From this moment, our own complicity as readers is made visibly evident. By observing the unraveling of trauma, we have also taken part in its construction. I begin with the post-script because it is a place of unintentional documentation. The refrains “i want to write,” “i mean to say,” and “i confess,” frantically disrupt the language of history. The repeated emphasis on a first person speaker unsettles the voice of remembrance and instead allows room for parallel realities that rely on memory-making as a mode of hegemonic resistance. The universes of the poem will always contain “a Palestine with children laughing” and never name the “men [who] have turned entire countries into test subjects without their consent” (56).

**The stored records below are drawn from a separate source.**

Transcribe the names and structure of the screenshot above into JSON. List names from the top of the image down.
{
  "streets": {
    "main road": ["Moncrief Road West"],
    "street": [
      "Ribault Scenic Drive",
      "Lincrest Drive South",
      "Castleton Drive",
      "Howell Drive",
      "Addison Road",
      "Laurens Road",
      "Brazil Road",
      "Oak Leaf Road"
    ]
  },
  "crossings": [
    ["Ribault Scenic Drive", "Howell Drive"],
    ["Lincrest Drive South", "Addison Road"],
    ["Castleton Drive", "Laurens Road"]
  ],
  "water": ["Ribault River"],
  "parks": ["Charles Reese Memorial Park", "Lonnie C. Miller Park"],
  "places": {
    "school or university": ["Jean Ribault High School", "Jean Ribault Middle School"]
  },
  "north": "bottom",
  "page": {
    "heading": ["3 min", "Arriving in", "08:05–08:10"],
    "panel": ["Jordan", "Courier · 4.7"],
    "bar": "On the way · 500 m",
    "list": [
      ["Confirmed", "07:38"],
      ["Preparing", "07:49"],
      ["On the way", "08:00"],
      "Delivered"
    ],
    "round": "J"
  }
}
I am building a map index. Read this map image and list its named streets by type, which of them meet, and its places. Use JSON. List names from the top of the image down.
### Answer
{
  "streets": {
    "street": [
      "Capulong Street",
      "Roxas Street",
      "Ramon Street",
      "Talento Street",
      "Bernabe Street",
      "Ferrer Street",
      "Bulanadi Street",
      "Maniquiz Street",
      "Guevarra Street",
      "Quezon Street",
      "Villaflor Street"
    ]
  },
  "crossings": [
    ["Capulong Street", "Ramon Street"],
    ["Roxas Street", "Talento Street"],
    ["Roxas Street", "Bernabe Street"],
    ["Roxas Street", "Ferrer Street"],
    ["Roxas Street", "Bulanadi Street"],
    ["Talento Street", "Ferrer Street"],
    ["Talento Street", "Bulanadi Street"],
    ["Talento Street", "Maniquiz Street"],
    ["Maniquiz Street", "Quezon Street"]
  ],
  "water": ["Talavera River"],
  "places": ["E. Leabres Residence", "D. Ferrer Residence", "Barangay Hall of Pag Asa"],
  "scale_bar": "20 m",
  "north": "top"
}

By attaching universes to the poem, the poet suspends their reliance on a normative historical narrative and instead releases the poem to exist in an infinite number of worlds. In these worlds, we realize that as readers, we have been trained to see the Palestinian/queer body struck-through in every title, enacting a kind of violent erasure through form. The poet tests our ability to read what is otherwise rendered illegible. The naming of the body as Palestinian/queer is not only illegible, but non-productive. Language itself becomes queer.
In “the palestinian/queerspecimen’s Lexicon with Auto-Translate,” translation becomes an act of disfunction, an uncoiling of language and form. The poet writes:
i was never taught Arabic growing up
[ translation—my father never wanted my throat to become threat]
i don’t watch the news anymore
[ translation—i am worried my people might be on it ]
it is, as they say, tomorrow’s history
[ translation—hence always written by the victors ]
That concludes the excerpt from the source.